Why Jason Kenney’s Cabinet Reshuffle Is A Breaking News Dump | CBC News


Journalists, that skeptical bunch, like to refer to government announcements sent after 4 pm as “taking out the garbage.”

That period in the afternoon, near dusk, is when a government or other institution likes to put out the press releases or announcements that don’t produce the most rosy headlines: the things that officials aren’t proud of and would rather not. get the same scrutiny, consideration, and reaction that ads posted earlier in the day will get. Most journalists don’t go out at 5 pm, but have family dinners and/or microwaves to get home like everyone else.

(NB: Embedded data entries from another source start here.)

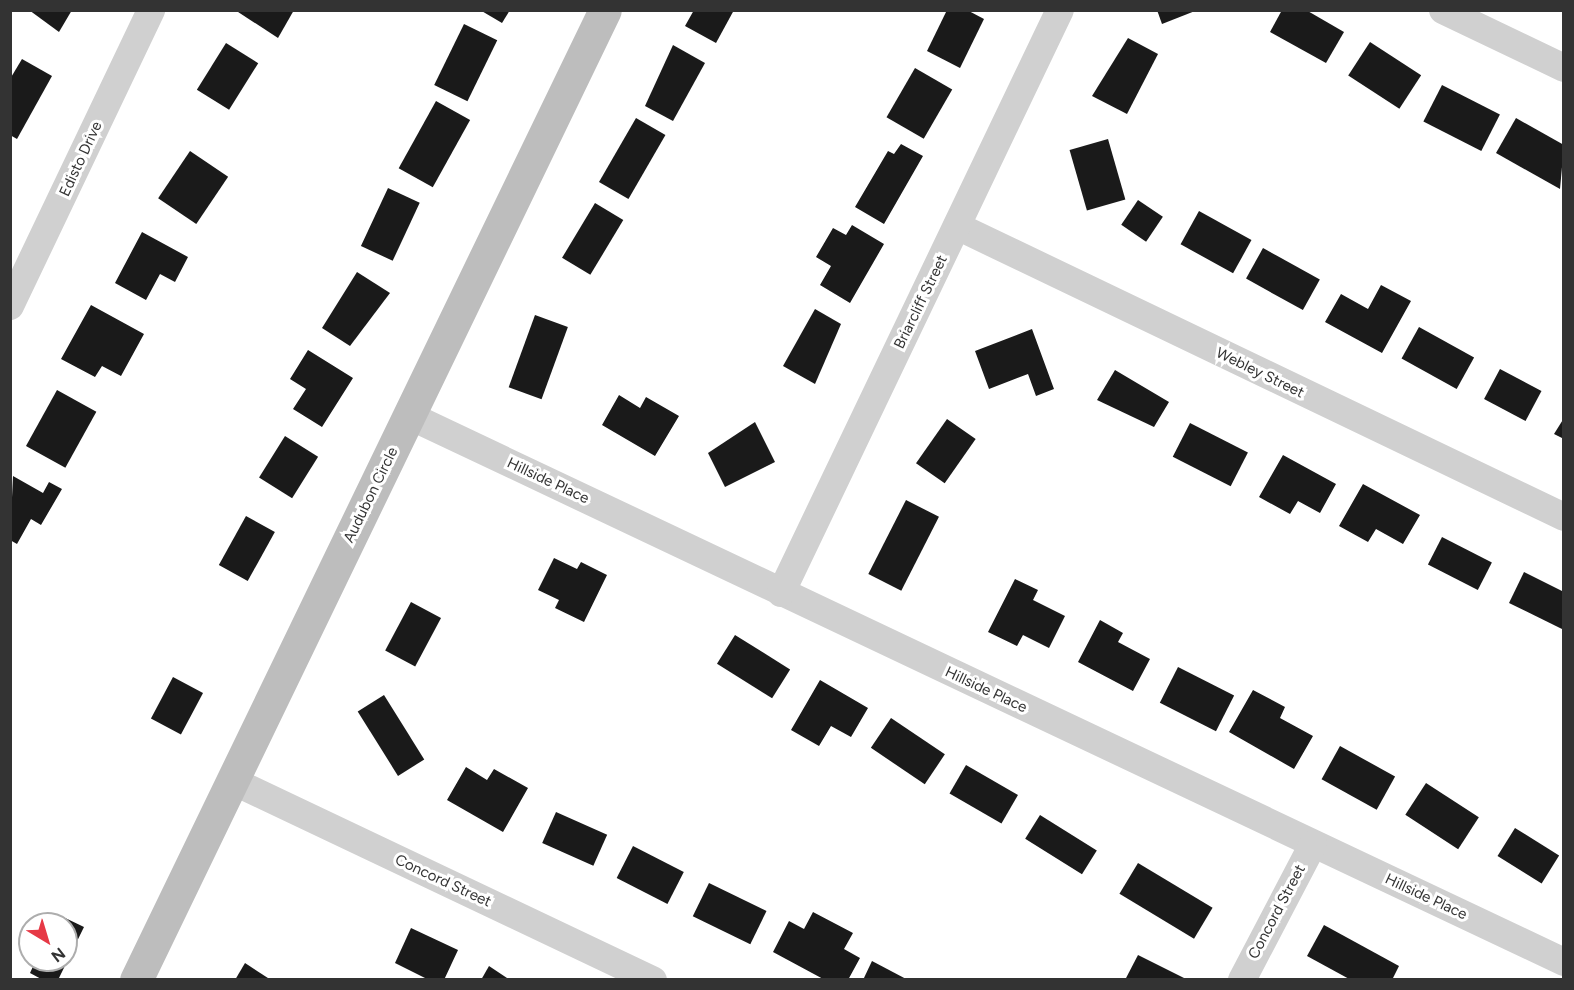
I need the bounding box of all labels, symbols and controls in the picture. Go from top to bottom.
street label: Edisto Drive [56,119,106,199]
street label: Briarcliff Street [891,252,951,352]
street label: Webley Street [1213,344,1307,402]
street label: Audubon Circle [340,444,402,546]
street label: Hillside Place [504,454,592,508]
street label: Hillside Place [942,663,1030,717]
street label: Concord Street [392,851,494,911]
street label: Concord Street [1245,862,1309,962]
street label: Hillside Place [1382,870,1470,924]
north arrow [18,912,78,972]
text: N [47,944,69,966]

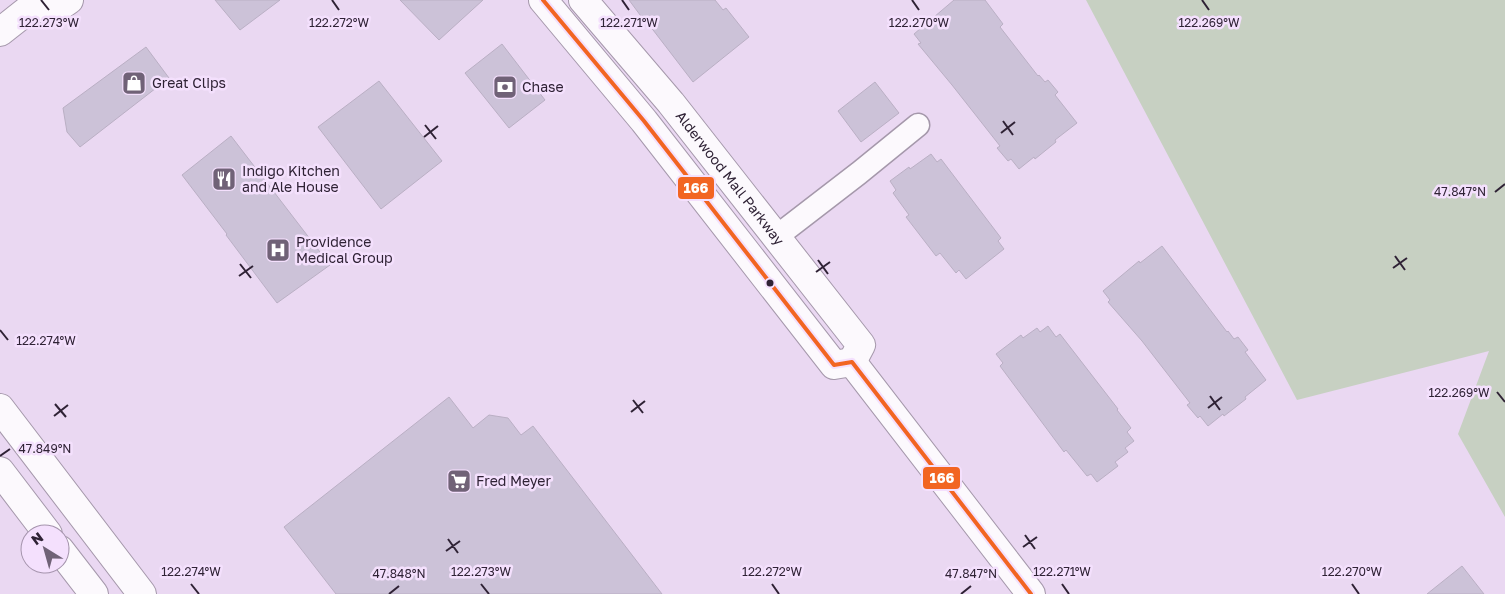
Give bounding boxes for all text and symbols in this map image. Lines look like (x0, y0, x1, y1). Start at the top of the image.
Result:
text: 122.273°W (19, 15, 79, 30)
text: 122.272°W (309, 15, 369, 30)
text: 122.271°W (600, 15, 658, 30)
text: 122.270°W (889, 15, 950, 30)
text: 122.269°W (1178, 15, 1240, 30)
shop icon: Great Clips (121, 70, 147, 96)
place label: Great Clips (152, 74, 226, 91)
bank icon: Chase (492, 74, 518, 100)
place label: Chase (522, 78, 564, 95)
street label: Alderwood Mall Parkway (673, 107, 788, 248)
place label: Indigo Kitchen and Ale House (242, 162, 340, 195)
restaurant icon: Indigo Kitchen and Ale House (211, 166, 237, 192)
line badge: 166 (677, 176, 715, 200)
text: 166 (684, 179, 709, 196)
text: 47.847°N (1434, 184, 1486, 199)
place label: Providence Medical Group (296, 233, 393, 266)
hospital icon: Providence Medical Group (265, 237, 291, 263)
unlabelled marker (765, 278, 775, 288)
text: 122.274°W (16, 333, 76, 348)
text: 122.269°W (1428, 385, 1490, 400)
text: 47.849°N (19, 441, 71, 456)
line badge: 166 (922, 466, 961, 490)
supermarket icon: Fred Meyer (446, 468, 472, 494)
text: 166 (930, 469, 955, 486)
place label: Fred Meyer (476, 472, 551, 489)
north arrow (20, 524, 70, 574)
text: N (28, 528, 46, 548)
text: 122.274°W (161, 564, 221, 579)
text: 122.273°W (451, 564, 511, 579)
text: 122.272°W (742, 564, 802, 579)
text: 122.271°W (1033, 564, 1091, 579)
text: 122.270°W (1322, 564, 1383, 579)
text: 47.848°N (372, 566, 426, 581)
text: 47.847°N (945, 566, 997, 581)

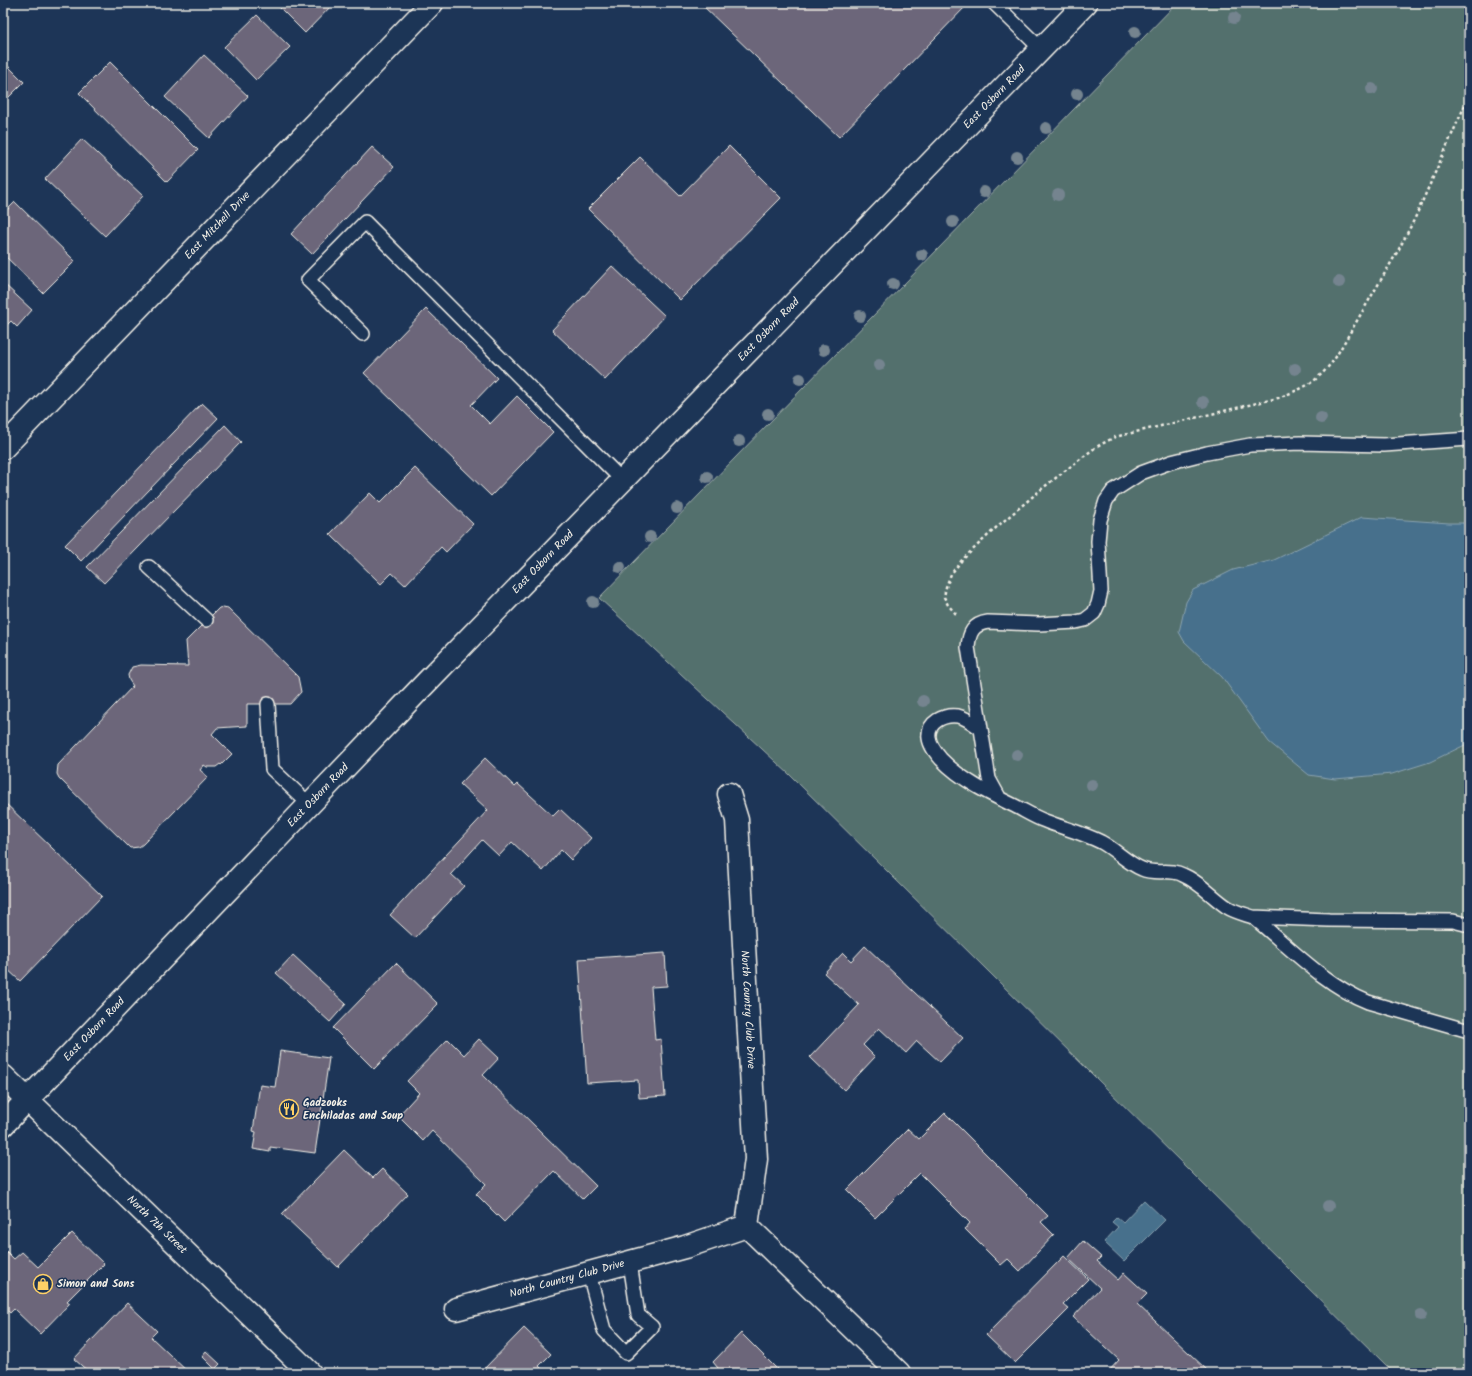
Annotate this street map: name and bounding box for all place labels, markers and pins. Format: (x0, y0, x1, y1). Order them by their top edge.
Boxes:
place label: Gadzooks Enchiladas and Soup (303, 1094, 403, 1125)
restaurant icon: Gadzooks Enchiladas and Soup (278, 1098, 300, 1120)
shop icon: Simon and Sons (32, 1273, 54, 1295)
place label: Simon and Sons (57, 1275, 135, 1293)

Typical garbage time releases include awkward policy changes or damning reports. However, cabinet changes? Very irregular that it would be placed at the time of the garbage.

A cabinet deck is normally a high profile and public issue (performed in the morning or at noon), with pomp and ceremony and the Lieutenant Governor presiding and meet-the-minister (and-their-agendas) interviews and press conferences.

The Jason Kenney government, as Alberta has seen so many times in the last three years, does things differently. On Tuesday at 4 pm, as the rubbish bin rang, Prime Minister Kenney announced via Press release that a new Alberta finance minister named Jason Nixon was sworn in (after briefly serving as acting minister in that role), along with four new cabinet members and a host of other changes.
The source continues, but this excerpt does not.